The Fantastic Four’s big screen iterations have long been a joke. Even as more outlandish characters successfully took their spandex from page to screen, no one could figure out how to make these super nerds cinematic. There’s no obvious reason for this. They’re no more ludicrous than a web-slinging teen or a bat-inspired millionaire with unresolved trauma. They’re just four astronauts who got various powers from cosmic rays, so they moved in together and occasionally saved the world.

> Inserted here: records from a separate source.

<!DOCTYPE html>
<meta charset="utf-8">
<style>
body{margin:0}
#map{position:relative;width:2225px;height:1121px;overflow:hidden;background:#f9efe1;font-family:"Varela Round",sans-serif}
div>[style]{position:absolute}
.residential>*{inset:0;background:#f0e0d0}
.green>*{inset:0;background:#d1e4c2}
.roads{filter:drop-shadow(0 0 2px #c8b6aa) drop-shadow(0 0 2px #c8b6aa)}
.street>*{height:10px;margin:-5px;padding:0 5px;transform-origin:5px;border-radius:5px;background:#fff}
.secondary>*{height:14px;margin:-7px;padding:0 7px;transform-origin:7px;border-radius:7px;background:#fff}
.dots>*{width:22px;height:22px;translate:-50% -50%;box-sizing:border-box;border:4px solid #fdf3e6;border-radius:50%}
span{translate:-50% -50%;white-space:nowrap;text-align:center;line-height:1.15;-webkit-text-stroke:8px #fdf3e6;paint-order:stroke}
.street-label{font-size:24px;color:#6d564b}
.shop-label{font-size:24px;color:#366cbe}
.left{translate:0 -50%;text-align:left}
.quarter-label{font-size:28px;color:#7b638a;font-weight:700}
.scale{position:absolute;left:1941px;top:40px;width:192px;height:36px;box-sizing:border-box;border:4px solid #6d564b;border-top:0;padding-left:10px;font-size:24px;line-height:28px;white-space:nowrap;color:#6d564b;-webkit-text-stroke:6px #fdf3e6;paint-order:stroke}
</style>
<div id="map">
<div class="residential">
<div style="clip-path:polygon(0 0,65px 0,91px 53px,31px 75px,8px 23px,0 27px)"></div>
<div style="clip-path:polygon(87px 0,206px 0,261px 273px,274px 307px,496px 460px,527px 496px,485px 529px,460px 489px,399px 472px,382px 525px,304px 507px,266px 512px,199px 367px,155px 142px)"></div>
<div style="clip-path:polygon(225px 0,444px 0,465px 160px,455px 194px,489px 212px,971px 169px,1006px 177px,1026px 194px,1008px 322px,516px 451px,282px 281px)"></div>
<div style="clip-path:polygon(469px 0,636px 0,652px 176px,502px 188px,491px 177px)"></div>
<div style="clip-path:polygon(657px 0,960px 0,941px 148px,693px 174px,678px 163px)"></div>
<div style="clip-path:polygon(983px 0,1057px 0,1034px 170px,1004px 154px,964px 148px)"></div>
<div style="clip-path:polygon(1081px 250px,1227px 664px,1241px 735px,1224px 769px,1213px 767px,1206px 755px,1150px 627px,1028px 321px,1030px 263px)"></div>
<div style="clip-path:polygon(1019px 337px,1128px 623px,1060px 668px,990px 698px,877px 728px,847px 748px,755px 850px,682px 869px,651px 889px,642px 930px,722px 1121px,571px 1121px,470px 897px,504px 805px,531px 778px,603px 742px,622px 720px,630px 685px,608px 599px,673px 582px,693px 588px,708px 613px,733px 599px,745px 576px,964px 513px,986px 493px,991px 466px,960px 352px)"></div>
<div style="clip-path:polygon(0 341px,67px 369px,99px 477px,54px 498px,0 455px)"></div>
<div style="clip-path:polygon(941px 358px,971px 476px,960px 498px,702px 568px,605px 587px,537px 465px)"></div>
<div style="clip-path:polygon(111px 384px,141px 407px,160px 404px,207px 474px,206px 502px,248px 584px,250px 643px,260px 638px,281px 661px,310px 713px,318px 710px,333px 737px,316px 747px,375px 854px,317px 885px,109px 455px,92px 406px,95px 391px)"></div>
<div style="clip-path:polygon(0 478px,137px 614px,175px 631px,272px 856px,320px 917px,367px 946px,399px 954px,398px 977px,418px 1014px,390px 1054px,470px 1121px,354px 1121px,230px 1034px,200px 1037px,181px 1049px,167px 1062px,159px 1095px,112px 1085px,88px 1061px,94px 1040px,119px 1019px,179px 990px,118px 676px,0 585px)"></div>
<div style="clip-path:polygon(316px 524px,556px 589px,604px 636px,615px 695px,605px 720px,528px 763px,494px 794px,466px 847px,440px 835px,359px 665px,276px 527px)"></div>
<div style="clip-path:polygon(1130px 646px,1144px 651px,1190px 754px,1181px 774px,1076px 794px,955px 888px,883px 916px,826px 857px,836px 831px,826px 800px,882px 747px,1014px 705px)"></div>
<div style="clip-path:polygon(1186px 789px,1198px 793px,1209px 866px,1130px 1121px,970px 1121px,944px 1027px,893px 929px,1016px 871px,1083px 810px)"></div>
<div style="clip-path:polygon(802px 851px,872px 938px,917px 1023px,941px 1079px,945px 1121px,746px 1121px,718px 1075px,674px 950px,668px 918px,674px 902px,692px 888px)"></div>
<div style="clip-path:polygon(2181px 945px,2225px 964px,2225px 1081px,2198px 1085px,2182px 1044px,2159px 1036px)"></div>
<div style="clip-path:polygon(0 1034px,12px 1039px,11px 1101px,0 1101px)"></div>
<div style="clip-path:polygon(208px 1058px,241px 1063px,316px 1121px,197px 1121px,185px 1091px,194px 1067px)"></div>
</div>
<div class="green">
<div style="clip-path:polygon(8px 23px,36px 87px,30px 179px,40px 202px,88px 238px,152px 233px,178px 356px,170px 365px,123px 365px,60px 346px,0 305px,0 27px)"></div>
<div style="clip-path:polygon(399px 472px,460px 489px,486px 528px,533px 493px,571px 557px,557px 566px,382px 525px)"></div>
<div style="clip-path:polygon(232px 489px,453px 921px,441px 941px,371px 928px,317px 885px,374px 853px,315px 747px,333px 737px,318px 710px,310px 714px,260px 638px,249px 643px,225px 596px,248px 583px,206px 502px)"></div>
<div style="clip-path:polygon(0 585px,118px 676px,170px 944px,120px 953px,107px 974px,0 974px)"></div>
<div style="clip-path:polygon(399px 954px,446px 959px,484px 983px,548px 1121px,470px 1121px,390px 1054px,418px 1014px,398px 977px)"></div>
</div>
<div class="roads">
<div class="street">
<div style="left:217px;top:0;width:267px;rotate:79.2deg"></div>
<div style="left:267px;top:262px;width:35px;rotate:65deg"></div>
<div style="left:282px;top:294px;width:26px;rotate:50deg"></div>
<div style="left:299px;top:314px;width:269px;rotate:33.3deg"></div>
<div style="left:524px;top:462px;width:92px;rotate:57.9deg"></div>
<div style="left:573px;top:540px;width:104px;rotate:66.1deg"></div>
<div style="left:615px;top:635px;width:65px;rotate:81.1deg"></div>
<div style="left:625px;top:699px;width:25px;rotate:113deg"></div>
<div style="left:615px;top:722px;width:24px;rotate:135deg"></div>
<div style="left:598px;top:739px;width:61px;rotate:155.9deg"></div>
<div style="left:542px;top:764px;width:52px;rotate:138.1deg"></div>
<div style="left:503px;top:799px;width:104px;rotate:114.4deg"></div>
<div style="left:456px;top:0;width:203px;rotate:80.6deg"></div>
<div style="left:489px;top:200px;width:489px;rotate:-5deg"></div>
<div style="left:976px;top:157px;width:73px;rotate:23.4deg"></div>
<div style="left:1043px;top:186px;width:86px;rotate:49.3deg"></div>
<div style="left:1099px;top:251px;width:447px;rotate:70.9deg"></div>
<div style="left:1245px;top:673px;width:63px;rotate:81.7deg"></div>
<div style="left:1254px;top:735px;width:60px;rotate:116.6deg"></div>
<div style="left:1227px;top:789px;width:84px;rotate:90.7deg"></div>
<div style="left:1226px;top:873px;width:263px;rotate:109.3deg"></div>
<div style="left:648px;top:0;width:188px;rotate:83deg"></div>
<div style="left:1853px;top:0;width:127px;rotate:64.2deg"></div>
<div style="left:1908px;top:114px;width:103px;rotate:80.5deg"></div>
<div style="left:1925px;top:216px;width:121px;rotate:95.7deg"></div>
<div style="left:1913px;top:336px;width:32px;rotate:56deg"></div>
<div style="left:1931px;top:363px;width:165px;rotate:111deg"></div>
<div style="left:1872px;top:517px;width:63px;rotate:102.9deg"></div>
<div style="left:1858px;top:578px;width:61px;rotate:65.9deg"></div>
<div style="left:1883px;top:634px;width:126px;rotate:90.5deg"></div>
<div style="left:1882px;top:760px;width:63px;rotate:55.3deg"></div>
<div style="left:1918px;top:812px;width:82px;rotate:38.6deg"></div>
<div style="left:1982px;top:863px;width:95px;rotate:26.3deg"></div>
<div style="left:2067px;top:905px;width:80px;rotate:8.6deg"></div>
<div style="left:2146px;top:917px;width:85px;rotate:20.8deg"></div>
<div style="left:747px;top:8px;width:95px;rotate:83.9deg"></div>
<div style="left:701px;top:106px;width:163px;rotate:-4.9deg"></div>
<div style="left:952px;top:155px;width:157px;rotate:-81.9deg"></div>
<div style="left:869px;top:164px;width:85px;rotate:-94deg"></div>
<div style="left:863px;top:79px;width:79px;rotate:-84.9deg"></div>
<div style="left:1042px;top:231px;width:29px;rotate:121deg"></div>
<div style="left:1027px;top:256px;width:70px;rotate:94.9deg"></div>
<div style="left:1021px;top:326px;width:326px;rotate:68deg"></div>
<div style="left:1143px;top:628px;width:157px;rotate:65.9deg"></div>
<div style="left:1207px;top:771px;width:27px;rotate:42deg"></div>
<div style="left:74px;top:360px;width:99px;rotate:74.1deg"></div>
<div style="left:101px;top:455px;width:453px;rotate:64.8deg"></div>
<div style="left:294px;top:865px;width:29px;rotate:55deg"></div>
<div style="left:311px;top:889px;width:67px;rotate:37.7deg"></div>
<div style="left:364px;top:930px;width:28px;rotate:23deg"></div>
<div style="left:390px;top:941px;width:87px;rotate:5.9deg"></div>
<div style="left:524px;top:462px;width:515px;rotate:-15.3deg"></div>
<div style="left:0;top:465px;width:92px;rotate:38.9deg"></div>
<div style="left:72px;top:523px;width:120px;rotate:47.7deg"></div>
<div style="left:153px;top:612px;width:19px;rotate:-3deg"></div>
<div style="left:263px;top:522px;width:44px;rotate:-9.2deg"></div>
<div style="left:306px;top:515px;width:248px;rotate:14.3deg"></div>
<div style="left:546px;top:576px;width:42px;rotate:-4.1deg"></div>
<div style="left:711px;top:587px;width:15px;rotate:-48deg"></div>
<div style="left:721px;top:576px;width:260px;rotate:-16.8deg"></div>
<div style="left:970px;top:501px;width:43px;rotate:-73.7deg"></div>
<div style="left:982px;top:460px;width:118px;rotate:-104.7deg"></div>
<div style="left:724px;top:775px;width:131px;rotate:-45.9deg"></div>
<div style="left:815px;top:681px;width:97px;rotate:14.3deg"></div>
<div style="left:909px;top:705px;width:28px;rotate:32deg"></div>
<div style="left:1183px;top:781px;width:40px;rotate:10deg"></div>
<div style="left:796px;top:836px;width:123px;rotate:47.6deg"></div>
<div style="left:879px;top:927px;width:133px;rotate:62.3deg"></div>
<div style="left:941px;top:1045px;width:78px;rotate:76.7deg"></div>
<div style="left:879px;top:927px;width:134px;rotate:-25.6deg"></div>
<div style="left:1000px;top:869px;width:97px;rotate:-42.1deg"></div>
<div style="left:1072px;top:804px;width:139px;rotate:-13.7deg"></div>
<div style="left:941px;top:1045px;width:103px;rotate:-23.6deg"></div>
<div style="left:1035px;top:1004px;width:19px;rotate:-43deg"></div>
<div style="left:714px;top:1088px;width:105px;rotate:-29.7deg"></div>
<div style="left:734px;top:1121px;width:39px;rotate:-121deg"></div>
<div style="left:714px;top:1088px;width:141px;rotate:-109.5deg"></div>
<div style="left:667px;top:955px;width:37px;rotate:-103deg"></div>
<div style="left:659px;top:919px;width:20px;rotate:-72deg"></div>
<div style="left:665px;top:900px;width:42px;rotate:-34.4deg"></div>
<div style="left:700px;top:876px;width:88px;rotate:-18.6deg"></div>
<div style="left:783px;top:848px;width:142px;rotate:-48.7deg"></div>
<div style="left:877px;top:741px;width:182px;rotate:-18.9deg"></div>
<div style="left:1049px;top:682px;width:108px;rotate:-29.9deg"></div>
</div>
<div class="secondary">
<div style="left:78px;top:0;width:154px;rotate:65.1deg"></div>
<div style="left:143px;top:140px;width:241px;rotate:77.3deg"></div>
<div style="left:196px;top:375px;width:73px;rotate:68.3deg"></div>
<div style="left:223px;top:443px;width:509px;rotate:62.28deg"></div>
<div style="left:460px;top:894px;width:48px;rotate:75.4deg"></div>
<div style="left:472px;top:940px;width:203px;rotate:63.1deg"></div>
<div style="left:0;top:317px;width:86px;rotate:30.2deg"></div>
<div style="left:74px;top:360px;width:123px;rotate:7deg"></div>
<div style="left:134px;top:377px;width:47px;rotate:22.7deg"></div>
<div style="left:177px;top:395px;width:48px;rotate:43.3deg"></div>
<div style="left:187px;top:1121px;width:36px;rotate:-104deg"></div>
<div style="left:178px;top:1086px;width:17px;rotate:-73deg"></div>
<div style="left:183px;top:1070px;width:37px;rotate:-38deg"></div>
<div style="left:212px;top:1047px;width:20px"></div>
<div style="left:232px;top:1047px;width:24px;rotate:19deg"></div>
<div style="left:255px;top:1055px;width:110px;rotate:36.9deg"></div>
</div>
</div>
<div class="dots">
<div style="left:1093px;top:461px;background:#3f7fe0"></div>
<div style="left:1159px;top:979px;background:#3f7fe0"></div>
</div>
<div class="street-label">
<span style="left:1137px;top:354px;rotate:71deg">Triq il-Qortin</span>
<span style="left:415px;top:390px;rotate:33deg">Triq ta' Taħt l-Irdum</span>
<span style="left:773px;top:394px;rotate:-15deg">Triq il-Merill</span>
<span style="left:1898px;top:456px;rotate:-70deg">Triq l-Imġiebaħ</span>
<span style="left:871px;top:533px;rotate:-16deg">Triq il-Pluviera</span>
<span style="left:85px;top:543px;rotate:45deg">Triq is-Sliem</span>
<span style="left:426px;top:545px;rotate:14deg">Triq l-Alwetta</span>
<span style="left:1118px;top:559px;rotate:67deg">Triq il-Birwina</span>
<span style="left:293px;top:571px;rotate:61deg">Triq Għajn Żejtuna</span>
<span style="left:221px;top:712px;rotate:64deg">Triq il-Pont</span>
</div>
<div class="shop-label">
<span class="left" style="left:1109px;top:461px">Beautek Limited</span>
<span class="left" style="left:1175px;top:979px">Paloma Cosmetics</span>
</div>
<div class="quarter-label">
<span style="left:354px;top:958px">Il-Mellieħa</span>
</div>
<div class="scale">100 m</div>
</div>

Okay, they’re a little hokey, especially with their art deco, retro-futuristic aesthetic that feels like it walked out of Disney’s Tomorrowland. But superhero films are an expansive genre now, where goofy lightness has a well-established place, and their move under the MCU’s tutelage puts them in a machine that can handle any flavor of superhero. Even with all this in its favor, though, The Fantastic Four: First Steps still feels like a risk, and you can feel the hesitation throughout its relatively brief runtime.
This is a remarkably scaled-back introduction for the MCU, taking you through a single encounter with one of the Fantastic Four’s arch-nemesis, Galactus. He’s a destroyer of worlds type, coming to consume Earth and everyone on it. There’s no complication to his plan. He’s so powerful he simply shows up and eats. The Fantastic Four and the audience know precisely what he’s going to do at all times, and they know what they have to do to save themselves.

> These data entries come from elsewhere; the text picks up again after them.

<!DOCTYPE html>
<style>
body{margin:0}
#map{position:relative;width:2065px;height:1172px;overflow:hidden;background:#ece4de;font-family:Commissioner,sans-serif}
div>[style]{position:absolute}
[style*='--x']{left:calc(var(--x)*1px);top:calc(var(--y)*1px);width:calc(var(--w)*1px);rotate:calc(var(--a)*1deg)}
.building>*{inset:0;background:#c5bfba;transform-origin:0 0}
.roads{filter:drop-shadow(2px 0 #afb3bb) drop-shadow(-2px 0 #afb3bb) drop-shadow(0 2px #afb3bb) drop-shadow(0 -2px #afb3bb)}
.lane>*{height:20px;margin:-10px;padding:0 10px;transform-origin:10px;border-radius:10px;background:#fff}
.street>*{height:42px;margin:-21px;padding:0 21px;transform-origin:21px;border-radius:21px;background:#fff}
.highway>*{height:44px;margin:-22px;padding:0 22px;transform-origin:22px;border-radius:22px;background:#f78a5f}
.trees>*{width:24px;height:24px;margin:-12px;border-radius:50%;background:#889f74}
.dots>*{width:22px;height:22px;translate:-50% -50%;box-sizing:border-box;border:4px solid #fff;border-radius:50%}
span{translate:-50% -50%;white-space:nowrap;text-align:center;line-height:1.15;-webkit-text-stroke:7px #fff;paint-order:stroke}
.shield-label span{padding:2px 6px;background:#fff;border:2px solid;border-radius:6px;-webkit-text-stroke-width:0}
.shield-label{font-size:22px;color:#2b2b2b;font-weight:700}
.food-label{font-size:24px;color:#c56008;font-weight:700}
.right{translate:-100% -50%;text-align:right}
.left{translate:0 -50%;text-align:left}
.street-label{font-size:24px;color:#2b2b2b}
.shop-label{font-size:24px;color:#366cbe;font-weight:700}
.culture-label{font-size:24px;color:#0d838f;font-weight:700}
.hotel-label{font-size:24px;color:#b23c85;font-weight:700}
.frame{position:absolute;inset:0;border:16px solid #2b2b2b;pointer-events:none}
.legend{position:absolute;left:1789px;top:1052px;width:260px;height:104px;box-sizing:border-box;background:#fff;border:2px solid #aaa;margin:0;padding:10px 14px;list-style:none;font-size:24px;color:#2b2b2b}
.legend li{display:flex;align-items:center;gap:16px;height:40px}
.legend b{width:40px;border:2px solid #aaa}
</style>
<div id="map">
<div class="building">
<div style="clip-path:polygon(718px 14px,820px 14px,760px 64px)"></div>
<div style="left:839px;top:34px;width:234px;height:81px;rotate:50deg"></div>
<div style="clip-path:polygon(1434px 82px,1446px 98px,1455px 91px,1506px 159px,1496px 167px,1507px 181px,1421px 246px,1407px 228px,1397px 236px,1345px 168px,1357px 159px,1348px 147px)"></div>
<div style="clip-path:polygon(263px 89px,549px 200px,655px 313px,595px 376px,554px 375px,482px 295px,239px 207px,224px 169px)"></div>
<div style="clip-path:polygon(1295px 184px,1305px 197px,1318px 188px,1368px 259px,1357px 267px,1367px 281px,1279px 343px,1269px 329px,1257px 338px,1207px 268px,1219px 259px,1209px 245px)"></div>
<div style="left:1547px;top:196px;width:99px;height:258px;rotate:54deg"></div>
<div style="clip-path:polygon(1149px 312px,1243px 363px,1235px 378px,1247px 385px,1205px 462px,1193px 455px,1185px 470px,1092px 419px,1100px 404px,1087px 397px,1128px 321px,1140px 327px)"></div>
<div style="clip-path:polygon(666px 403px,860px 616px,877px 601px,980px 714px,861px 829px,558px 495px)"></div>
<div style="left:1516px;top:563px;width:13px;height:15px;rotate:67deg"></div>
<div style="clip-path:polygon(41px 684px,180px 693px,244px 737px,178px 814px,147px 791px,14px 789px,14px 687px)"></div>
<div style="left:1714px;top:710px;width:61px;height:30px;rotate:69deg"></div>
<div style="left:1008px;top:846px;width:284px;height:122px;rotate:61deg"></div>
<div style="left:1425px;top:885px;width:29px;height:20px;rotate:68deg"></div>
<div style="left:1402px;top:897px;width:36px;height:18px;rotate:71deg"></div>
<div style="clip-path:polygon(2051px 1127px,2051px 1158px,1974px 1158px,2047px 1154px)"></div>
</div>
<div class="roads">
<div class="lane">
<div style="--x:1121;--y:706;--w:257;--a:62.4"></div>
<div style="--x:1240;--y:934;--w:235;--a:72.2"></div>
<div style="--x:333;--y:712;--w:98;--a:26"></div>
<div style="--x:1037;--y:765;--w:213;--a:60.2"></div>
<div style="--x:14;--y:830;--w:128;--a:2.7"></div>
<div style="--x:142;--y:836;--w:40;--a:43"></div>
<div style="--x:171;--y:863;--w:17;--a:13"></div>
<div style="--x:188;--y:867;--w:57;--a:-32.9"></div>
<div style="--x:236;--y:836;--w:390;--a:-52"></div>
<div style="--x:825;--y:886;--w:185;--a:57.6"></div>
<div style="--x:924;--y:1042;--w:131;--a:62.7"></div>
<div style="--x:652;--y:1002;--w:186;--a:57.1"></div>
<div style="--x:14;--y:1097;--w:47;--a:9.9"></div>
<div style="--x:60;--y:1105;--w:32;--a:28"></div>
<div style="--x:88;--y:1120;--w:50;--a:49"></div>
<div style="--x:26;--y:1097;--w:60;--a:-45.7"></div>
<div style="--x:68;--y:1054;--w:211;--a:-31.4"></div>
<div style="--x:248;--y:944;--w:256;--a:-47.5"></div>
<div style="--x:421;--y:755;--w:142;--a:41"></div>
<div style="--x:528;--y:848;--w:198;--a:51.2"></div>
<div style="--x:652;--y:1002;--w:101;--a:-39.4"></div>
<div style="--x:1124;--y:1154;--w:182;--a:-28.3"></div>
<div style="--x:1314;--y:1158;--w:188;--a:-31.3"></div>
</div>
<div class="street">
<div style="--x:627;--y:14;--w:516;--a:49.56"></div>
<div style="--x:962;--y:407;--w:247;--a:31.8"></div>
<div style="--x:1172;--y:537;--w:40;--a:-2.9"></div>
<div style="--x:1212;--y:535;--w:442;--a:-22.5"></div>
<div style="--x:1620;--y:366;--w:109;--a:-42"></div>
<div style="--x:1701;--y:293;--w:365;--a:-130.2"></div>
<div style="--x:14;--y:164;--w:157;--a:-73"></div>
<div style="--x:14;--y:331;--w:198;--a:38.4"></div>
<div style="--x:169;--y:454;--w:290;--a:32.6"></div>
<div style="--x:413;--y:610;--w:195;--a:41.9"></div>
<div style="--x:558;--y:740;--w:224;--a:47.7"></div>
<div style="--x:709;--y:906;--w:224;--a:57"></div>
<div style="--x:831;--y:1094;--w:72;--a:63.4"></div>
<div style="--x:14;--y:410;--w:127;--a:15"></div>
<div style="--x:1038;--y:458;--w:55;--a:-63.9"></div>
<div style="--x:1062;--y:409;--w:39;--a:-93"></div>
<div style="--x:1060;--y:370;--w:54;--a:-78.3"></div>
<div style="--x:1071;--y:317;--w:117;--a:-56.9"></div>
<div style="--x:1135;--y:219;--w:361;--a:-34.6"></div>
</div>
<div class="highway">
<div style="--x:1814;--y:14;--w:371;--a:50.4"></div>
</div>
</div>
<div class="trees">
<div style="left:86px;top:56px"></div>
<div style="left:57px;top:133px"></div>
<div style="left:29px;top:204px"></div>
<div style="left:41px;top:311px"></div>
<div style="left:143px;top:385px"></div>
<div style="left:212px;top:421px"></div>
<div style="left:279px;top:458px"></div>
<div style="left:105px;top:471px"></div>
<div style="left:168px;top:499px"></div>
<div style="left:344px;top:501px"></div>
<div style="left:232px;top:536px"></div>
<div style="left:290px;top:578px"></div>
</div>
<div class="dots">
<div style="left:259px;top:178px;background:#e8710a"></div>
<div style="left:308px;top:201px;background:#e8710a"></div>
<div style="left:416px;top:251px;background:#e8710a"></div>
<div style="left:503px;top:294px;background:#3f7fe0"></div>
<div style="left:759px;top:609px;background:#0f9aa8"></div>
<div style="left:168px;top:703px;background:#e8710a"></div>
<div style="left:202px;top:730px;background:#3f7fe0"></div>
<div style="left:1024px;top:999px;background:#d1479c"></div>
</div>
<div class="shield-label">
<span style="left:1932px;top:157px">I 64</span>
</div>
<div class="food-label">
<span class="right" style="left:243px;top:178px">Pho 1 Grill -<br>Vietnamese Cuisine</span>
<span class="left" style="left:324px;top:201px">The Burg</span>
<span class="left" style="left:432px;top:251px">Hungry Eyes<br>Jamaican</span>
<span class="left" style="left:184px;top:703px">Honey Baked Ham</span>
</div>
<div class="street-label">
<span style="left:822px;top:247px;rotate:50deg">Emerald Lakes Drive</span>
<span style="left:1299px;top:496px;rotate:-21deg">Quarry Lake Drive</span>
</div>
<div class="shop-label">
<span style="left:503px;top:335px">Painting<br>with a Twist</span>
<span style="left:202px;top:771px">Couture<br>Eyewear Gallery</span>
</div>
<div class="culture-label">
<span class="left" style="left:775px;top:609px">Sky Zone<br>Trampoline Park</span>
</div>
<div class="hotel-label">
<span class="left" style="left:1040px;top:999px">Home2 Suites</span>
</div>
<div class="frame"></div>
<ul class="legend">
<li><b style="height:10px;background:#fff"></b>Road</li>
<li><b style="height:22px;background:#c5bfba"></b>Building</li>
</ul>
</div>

To introduce you to the heroes’ personal sides, two of the members, Reed Richards (Pedro Pascal) and Sue Storm (Vanessa Kirby), are about to have a kid. The happy news is announced at the beginning of the film, and the rest of the group, Sue’s brother Johnny Storm (Joseph Quinn) and Reed’s friend Ben Grimm (Ebon Moss-Bachrach), are ecstatic. In a refreshing turn, this doesn’t exclude Sue from their adventures. Reed modifies her space suit so she can confront Galactus with the rest of them. Unfortunately, Galactus locks onto the child as his successor.
The bones of First Steps are good, setting itself up with both a worldwide and personal threat. If you aren’t looking too closely, you may mistake those bones for the final product. They keep everything on the rails, but the film never does more than limp along its route.
For a relatively lighthearted MCU film, this has a remarkable lack of fun. Director Matt Shakman doesn’t commit to the film’s off-kilter elements, leaving it all feeling half-baked and thrown together. The excellent production design nails the retro-futuristic vibe, even incorporating so many shades of blue that the heroes’ gaudy costumes don’t stick out. But within this distinctive feature is a soul-sucking lack of characterization and events, stranding the actors and the viewers in a story that lacks proper plot beats.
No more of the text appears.